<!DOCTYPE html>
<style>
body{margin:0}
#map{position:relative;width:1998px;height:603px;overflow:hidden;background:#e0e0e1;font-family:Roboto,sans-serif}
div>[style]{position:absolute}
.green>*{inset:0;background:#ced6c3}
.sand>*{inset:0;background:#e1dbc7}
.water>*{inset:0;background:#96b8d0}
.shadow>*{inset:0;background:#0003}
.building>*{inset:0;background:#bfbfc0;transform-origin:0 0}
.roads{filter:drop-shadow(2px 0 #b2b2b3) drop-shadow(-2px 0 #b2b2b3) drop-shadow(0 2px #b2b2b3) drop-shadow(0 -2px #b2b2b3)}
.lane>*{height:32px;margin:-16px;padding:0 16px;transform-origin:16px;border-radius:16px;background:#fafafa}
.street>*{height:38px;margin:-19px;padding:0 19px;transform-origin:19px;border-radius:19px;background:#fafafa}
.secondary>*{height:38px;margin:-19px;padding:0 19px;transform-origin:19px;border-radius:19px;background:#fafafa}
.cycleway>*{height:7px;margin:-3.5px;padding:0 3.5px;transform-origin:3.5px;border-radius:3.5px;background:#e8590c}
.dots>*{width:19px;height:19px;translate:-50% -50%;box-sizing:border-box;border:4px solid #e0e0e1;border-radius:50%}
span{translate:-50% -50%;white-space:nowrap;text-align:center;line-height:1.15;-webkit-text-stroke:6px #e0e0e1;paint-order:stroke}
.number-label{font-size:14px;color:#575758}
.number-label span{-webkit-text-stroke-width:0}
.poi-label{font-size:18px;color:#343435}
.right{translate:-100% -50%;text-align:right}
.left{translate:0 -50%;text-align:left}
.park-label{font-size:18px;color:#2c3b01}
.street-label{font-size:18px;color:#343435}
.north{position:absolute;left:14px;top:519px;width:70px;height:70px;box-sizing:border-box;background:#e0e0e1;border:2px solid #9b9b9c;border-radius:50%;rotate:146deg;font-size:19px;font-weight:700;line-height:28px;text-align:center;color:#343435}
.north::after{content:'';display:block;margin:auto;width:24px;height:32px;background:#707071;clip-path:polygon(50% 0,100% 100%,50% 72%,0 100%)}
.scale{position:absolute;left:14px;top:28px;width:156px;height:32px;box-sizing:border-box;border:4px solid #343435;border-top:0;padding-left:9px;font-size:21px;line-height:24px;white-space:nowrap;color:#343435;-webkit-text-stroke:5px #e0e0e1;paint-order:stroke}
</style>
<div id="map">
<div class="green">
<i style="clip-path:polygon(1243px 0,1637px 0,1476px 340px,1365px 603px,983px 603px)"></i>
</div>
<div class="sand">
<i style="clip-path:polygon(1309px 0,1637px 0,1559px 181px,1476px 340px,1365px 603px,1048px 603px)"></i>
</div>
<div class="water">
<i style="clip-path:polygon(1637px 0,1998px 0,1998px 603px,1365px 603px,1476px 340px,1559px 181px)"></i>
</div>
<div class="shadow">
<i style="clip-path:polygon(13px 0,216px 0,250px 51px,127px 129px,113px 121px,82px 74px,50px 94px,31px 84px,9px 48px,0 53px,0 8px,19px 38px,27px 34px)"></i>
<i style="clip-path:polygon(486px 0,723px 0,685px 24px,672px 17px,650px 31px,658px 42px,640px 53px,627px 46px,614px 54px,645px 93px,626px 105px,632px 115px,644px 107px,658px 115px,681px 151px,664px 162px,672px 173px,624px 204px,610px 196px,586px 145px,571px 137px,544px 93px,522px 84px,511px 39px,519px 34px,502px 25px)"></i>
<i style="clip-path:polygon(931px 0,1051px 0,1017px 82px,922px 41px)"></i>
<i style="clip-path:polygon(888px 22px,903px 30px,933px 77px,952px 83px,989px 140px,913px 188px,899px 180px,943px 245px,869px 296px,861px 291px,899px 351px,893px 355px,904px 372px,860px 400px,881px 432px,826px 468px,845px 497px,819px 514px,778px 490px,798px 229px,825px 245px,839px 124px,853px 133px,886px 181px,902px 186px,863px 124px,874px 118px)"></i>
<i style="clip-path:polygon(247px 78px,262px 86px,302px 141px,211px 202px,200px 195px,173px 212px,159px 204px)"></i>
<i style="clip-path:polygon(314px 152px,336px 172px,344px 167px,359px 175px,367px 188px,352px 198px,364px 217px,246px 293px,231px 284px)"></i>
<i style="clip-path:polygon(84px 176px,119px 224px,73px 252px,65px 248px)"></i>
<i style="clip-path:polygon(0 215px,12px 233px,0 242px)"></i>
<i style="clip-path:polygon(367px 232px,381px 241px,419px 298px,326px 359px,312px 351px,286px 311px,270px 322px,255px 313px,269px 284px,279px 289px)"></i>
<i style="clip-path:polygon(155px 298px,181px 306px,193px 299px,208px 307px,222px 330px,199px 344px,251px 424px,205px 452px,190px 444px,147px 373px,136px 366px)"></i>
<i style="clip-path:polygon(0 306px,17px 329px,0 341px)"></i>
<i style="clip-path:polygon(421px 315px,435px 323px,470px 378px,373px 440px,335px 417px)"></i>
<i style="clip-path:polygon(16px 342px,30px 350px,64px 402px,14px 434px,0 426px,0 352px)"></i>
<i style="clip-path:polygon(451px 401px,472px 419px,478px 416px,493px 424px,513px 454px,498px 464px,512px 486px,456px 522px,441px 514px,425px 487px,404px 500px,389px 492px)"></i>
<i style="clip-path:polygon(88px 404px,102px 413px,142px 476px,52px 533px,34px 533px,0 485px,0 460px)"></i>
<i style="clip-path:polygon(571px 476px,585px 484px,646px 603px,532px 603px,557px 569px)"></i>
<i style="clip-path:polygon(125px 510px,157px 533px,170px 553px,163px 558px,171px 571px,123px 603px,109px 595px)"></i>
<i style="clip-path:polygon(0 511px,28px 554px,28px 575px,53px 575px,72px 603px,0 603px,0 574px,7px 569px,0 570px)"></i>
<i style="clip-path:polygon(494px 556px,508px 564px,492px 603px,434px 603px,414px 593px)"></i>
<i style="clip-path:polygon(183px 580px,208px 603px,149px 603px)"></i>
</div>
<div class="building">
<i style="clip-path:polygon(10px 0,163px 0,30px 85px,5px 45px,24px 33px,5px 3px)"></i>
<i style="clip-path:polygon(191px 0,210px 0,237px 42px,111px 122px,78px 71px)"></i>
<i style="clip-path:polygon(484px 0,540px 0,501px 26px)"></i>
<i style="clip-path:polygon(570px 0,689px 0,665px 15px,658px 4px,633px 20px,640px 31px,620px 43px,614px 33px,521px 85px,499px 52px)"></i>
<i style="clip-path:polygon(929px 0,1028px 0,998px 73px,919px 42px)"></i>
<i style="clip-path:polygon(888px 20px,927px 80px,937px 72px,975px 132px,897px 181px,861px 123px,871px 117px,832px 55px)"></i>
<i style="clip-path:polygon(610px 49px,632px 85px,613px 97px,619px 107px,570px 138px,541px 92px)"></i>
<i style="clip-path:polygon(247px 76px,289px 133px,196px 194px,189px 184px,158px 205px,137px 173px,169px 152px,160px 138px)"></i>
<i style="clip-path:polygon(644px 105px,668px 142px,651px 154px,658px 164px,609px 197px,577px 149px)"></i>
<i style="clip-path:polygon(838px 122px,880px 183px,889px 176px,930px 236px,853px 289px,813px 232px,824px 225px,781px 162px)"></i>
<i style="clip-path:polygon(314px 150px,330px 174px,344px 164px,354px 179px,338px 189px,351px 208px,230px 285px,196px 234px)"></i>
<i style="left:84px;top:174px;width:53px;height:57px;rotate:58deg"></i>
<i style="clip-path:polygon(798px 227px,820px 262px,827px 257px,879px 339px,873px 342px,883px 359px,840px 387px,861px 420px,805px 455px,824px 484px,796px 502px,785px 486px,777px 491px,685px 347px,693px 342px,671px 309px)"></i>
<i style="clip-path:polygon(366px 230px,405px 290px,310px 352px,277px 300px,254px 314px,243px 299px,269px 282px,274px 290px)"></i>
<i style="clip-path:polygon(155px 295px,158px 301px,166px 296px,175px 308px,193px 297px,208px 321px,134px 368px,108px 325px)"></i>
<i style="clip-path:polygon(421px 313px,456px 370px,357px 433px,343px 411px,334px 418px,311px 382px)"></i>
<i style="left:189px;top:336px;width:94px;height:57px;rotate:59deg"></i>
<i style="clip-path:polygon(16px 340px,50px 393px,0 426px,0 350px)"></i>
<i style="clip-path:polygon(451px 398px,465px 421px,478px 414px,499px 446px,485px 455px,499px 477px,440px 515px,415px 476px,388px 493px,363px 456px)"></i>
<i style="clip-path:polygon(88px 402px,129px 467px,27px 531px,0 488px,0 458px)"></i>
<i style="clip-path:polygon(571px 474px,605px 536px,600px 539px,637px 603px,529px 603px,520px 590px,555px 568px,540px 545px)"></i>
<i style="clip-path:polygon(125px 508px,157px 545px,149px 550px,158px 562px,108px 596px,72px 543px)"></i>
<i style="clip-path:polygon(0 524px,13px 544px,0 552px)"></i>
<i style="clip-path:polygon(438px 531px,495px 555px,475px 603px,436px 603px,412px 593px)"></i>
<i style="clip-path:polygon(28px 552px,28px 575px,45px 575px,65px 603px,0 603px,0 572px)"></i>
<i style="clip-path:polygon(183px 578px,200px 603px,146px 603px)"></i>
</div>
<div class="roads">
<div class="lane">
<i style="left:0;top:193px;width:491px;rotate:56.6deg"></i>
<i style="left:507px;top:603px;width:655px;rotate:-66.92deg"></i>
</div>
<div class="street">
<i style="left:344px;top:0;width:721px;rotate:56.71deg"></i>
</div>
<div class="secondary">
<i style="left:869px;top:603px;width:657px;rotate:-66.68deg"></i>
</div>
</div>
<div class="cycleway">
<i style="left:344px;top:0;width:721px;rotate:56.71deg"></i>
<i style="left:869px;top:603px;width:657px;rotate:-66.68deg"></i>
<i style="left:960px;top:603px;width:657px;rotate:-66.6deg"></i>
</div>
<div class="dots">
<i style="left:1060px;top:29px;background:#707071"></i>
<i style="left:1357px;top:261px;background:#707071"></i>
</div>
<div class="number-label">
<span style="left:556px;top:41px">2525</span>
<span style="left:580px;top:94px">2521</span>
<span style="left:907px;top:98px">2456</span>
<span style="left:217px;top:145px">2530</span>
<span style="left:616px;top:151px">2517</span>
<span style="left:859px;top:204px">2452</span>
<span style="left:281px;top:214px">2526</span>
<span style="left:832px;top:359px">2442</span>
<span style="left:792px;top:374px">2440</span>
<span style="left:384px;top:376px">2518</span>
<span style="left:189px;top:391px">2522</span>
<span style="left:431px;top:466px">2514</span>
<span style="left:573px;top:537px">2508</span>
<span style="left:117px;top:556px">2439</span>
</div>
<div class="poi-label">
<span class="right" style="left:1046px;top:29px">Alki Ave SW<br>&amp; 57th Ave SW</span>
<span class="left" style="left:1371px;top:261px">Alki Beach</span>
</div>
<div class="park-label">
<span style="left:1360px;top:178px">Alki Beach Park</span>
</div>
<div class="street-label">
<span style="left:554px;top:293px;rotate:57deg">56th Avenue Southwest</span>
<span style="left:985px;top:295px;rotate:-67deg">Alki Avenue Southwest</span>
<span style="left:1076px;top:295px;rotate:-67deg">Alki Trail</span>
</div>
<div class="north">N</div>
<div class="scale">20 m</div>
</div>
_ _ _ _ _
Reproduce exactly the lines from the beginning of the entries above up to and including the line that contains "0 #b2b2b3) drop-shadow(-2px".

<!DOCTYPE html>
<style>
body{margin:0}
#map{position:relative;width:1998px;height:603px;overflow:hidden;background:#e0e0e1;font-family:Roboto,sans-serif}
div>[style]{position:absolute}
.green>*{inset:0;background:#ced6c3}
.sand>*{inset:0;background:#e1dbc7}
.water>*{inset:0;background:#96b8d0}
.shadow>*{inset:0;background:#0003}
.building>*{inset:0;background:#bfbfc0;transform-origin:0 0}
.roads{filter:drop-shadow(2px 0 #b2b2b3) drop-shadow(-2px 0 #b2b2b3) drop-shadow(0 2px #b2b2b3) drop-shadow(0 -2px #b2b2b3)}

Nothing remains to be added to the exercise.